# What is needed:
Each line of the data below goes into the copy exactly; pictures do not.

# Dataset extract:
============

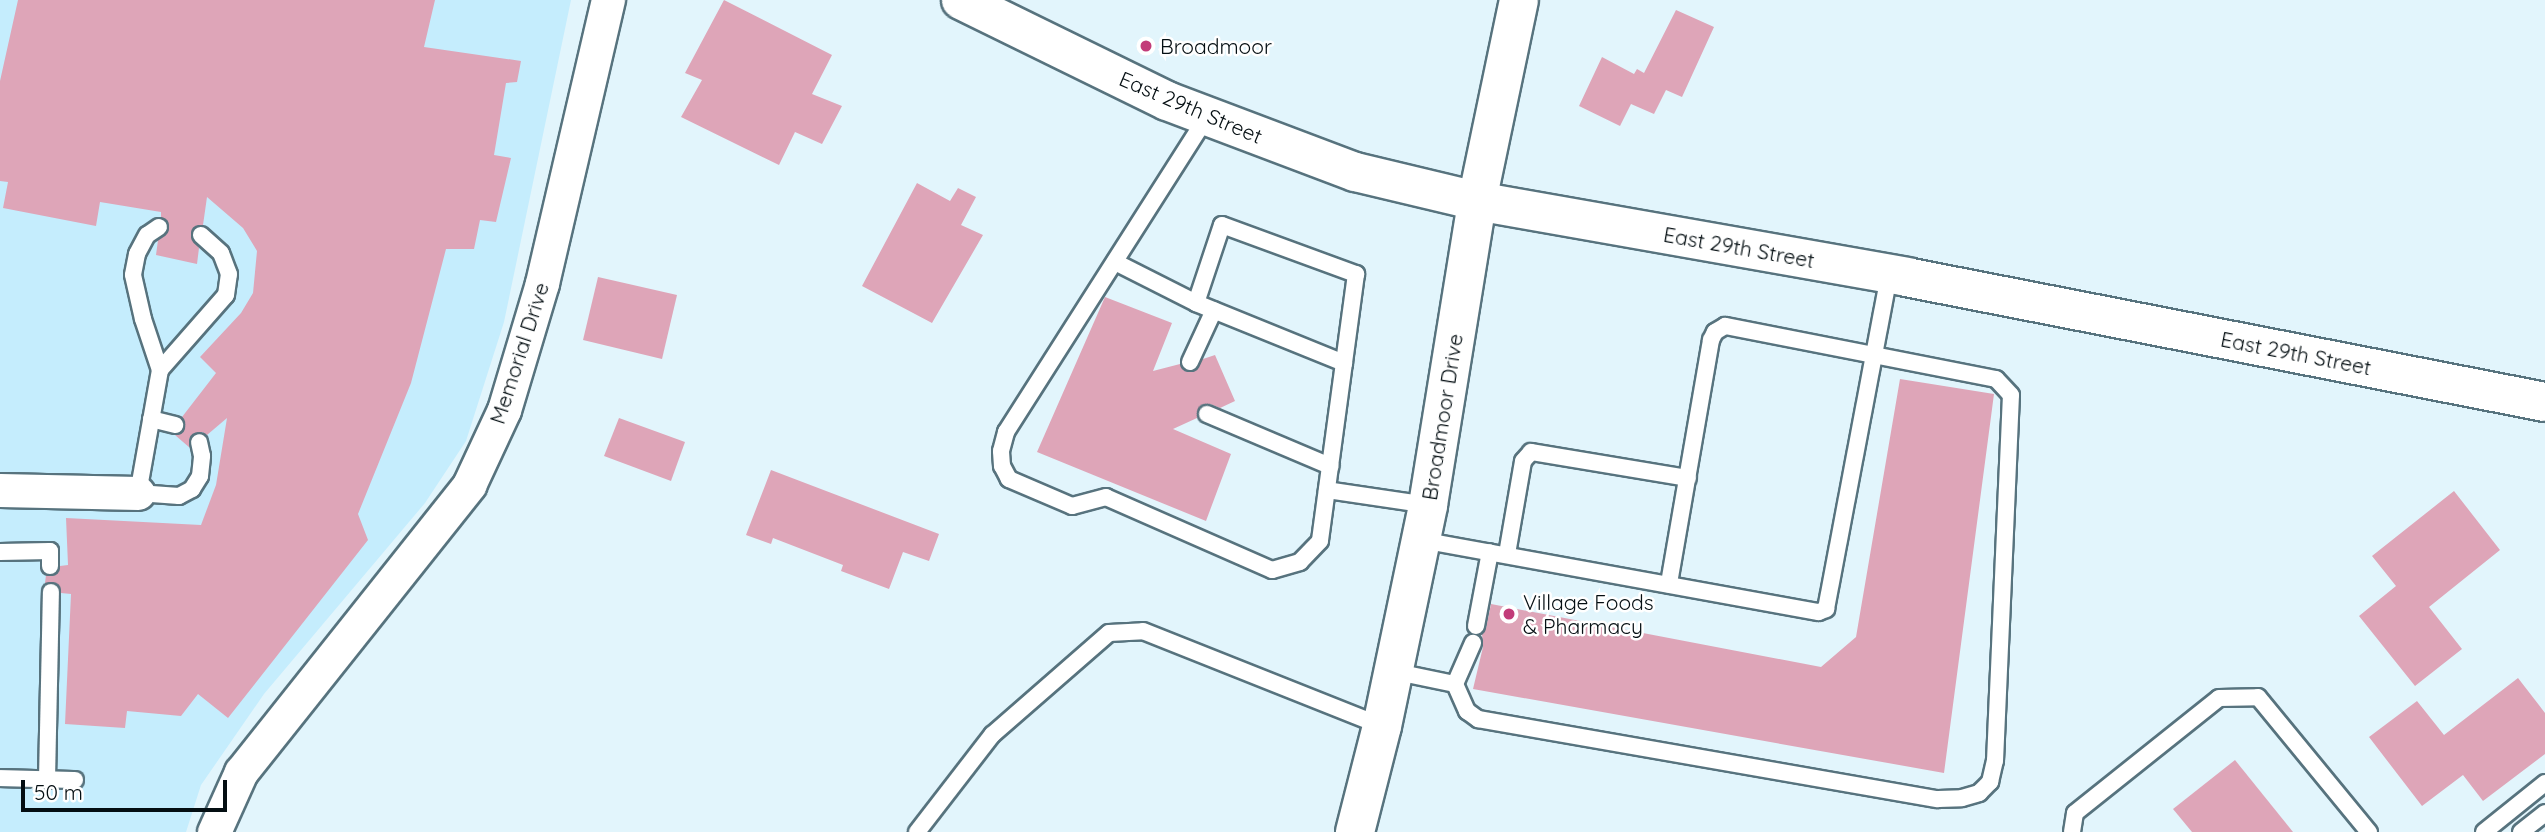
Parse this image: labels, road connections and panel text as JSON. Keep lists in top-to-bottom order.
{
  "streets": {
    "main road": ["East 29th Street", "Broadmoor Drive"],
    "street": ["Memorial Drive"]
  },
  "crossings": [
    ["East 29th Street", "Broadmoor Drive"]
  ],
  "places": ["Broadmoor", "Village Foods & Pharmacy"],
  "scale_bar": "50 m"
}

============

# Solved exercise:
Parse this image: labels, road connections and panel text as JSON. Keep lists in top-to-bottom order.
{
  "streets": {
    "main road": ["East 29th Street", "Broadmoor Drive"],
    "street": ["Memorial Drive"]
  },
  "crossings": [
    ["East 29th Street", "Broadmoor Drive"]
  ],
  "places": ["Broadmoor", "Village Foods & Pharmacy"],
  "scale_bar": "50 m"
}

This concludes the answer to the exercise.